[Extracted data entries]
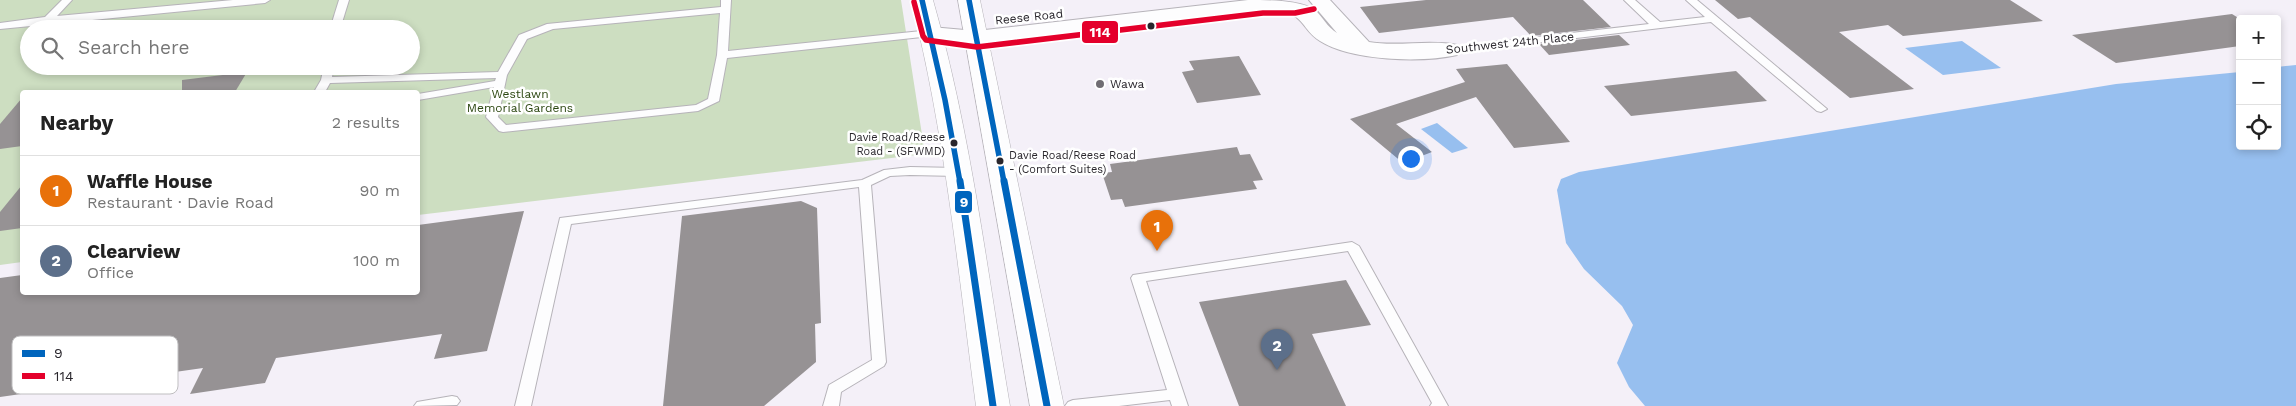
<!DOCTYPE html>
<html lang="en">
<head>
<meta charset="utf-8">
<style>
  :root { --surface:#fff; --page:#f2f2f2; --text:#222; --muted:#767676; --line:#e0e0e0; --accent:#706d73 }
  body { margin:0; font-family:"Work Sans",sans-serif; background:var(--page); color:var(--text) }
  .controls { position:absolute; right:15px; top:15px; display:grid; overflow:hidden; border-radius:5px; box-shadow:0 2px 8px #0003 }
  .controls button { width:45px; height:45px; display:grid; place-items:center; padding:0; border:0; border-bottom:1px solid var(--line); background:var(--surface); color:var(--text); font:25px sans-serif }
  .you { position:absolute; left:1410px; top:158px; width:18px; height:18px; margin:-12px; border:4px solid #fff; border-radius:50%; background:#1a73e8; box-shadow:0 0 0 8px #1a73e833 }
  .badge { display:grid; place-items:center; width:32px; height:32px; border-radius:50%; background:var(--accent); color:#fff; font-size:16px; font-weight:700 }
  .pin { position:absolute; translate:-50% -41px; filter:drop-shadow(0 1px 2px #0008) }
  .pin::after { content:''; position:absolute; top:26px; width:18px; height:15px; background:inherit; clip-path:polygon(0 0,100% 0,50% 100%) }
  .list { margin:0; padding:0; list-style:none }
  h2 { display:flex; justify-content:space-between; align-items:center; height:65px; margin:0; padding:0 20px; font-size:21px }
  h2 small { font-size:16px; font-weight:400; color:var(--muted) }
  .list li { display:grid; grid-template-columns:32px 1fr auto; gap:15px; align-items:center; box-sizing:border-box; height:70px; padding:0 20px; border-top:1px solid var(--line) }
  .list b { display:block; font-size:19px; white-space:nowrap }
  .list p { margin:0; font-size:16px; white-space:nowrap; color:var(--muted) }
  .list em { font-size:16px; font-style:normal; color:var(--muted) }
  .icon { flex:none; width:28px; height:28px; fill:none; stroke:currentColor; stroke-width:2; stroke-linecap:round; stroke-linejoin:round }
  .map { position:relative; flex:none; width:2296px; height:406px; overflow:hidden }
  .search { position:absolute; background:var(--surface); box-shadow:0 2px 8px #0003; left:20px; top:20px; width:400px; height:55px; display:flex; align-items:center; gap:12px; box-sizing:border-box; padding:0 18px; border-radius:28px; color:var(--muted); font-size:19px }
  .panel { position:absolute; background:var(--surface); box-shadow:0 2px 8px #0003; left:20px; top:90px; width:400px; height:205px; border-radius:5px }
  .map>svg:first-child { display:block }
</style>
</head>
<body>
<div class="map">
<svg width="2296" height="406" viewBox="0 0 2296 406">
  <rect width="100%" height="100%" fill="#f4f0f8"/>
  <path fill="#cddec1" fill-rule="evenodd" d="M 0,0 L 901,0 L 925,154 L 418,215 L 418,92 L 22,92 L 22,262 L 0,265 ZM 29,29 L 411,29 L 411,66 L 29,66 Z"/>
  <g fill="#97bfef">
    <polygon points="1962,41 2001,68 1943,75 1905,48"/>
    <polygon points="2296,65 2296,406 1645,406 1629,387 1617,363 1633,325 1622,306 1584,269 1566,243 1557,190 1561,179 1579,172 2116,84 2240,72 2240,146 2277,146 2277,67"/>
    <polygon points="1437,123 1468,148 1452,153 1421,129"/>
  </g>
  <g fill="#969294">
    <polygon points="1426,0 1583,0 1611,27 1531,36 1513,17 1379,33 1360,7"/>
    <polygon points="1715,0 2010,0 2043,21 1903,36 1888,25 1839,32 1914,89 1850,98 1750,17 1738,19"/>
    <polygon points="2232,14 2240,19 2240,46 2116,63 2072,35"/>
    <polygon points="1619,35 1630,45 1549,55 1539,44"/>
    <polygon points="1239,56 1261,95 1197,103 1182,72 1194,70 1189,61"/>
    <polygon points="1507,64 1570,142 1514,148 1476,97 1396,124 1432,152 1403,163 1350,119 1465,82 1456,69"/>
    <polygon points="1736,71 1767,101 1631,116 1604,86"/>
    <polygon points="247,72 235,92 182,92 182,80"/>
    <polygon points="22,98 22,146 0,149 0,124"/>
    <polygon points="1237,147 1240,155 1250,154 1263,180 1253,181 1257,189 1125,207 1122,199 1111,200 1102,173 1112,172 1110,164"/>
    <polygon points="22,185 22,228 0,231 0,212"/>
    <polygon points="801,201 817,208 821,323 815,324 816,362 764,406 663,406 682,216"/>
    <polygon points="524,211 487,351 434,359 442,334 276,358 265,383 190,394 203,368 0,397 0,278 22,275 22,292 418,292 418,225"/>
    <polygon points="1346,280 1371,325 1312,334 1346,406 1239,406 1199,302"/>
  </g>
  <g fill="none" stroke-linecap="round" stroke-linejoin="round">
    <g stroke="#b6b3b9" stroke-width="2">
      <g id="lane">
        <polygon points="62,0 72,0 57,16 233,0 270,0 265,3 0,29 0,23 45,17"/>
        <polygon points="339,0 349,0 340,29 330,29"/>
        <path d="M 721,0 L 731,0 L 728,51 L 931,30 L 936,33 L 931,36 L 727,58 L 719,101 L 698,111 L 503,132 L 499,131 L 486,117 L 494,87 L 418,100 L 418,94 L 495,81 L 496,78 L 330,83 L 325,92 L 314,92 L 321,80 L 324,66 L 334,66 L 332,77 L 498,72 L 519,35 L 547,24 L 721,7 ZM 720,13 L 717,55 L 708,99 L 696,105 L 506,125 L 498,117 L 507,75 L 527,39 L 553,29 Z"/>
        <polygon points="1624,0 1635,0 1660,22 1705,17 1686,0 1697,0 1827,109 1821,112 1817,111 1711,22 1449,53 1444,50 1449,47 1649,24"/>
        <polygon points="910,167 958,168 964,172 958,176 910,175 890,176 871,185 886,362 884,366 841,392 839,406 823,406 829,385 872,360 859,187 571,224 531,406 515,406 560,218 862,180 884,170"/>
        <polygon points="1352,242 1359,246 1448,406 1430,406 1432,403 1348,251 1146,281 1188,406 1172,406 1170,400 1119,406 1065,406 1068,402 1073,400 1167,390 1131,278 1133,275"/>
        <polygon points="452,396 457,397 460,401 457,405 414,406 417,402"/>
      </g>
    </g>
    <g stroke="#b6b3b9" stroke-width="2">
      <path id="street" d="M 1248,0 C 1269,0 1297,0 1314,9 C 1323,17 1327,27 1337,33 L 1309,0 L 1330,0 L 1369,42 C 1397,47 1432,39 1457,45 L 1460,50 L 1457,55 C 1422,63 1351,61 1320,41 C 1301,29 1307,17 1278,9 L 976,45 L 923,38 L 920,33 L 923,28 L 931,27 L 976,31 Z"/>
    </g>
    <g stroke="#b6b3b9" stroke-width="1">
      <g id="secondary">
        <path d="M 911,0 L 933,0 C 971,132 987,271 1010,406 L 976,406 C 958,271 945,132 911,0 Z"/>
        <polygon points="958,0 980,0 1064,406 1030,406"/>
      </g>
    </g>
    <use href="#lane" fill="#fdfdfe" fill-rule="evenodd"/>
    <use href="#street" fill="#fdfdfe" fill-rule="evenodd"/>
    <use href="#secondary" fill="#fdfdfe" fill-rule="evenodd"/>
    <g stroke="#fff" stroke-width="9">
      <g id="bus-1-far1">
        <polyline points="922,0 945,100 960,182"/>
        <polyline points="969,0 1004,182"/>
      </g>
    </g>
    <g stroke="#fff" stroke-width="11">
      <g id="bus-1">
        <polyline points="960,181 993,406"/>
        <polyline points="1004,181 1047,406"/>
      </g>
    </g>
    <g stroke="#fff" stroke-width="9">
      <polyline id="bus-2" points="914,2 923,36 926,40 977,47 1263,13 1295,13 1314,9"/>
    </g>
    <use href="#bus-1-far1" stroke="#0065bd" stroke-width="5.5"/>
    <use href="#bus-1" stroke="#0065bd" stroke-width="7"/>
    <use href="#bus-2" stroke="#e4002b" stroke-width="5.5"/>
  </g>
  <g fill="#29262c" stroke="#fff" stroke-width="2">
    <circle cx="1151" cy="26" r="4.5"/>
    <circle cx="954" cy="143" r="4.5"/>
    <circle cx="1000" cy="161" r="4.5"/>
  </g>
  <circle fill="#706d73" stroke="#fff" stroke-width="2" cx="1100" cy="84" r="5"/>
  <g text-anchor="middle" stroke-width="5" stroke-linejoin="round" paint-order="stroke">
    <g font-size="11" fill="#29262c" stroke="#fff" text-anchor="end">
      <text x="945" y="141">Davie Road/Reese<tspan x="945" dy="14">Road - (SFWMD)</tspan></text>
      <text x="1009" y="159" text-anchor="start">Davie Road/Reese Road<tspan x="1009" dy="14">- (Comfort Suites)</tspan></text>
    </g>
    <g font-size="12" fill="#29262c" stroke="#fff">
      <text transform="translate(1029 17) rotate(-6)" y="4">Reese Road</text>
      <text transform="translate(1510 43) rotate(-6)" y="4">Southwest 24th Place</text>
    </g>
    <g font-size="12" fill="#29262c" stroke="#fff" text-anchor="start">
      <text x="1110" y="88">Wawa</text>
    </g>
    <g font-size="12" fill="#2c4711" stroke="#fff">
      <text x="520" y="98">Westlawn<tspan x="520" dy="14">Memorial Gardens</tspan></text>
    </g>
  </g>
  <rect x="12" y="336" width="166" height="58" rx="8" fill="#fff" stroke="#bfbec0" stroke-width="1"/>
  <rect x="22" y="350" width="23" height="7" fill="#0065bd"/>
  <rect x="22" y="373" width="23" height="6" fill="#e4002b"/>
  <g font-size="14" fill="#29262c">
    <text x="54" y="358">9</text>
    <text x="54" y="381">114</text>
  </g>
  <g stroke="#fff" stroke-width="2">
    <rect x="1081" y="20" width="38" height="24" rx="5" fill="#e4002b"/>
    <rect x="954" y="190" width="19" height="24" rx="5" fill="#0065bd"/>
  </g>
  <g font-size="14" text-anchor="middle" font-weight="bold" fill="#fff">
    <text x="1100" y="37">114</text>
    <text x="964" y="207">9</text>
  </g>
</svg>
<div class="controls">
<button>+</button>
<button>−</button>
<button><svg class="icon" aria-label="locate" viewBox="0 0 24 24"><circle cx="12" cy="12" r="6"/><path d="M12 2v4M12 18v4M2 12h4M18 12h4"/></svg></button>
</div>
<div class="you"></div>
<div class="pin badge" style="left:1157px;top:251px;background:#e8710a">1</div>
<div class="pin badge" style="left:1277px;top:370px;background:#5c6f8a">2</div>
<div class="search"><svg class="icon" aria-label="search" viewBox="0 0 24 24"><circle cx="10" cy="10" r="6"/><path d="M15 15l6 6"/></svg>Search here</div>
<section class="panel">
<h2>Nearby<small>2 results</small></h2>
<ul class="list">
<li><span class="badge" style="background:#e8710a">1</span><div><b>Waffle House</b><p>Restaurant · Davie Road</p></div><em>90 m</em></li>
<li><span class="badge" style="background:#5c6f8a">2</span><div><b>Clearview</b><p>Office</p></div><em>100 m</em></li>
</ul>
</section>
</div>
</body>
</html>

> TASK BRIEF: Wherever a line of the data holds "white", copy that line.

> SOLUTION TO THE EXERCISE:
  .list b { display:block; font-size:19px; white-space:nowrap }
  .list p { margin:0; font-size:16px; white-space:nowrap; color:var(--muted) }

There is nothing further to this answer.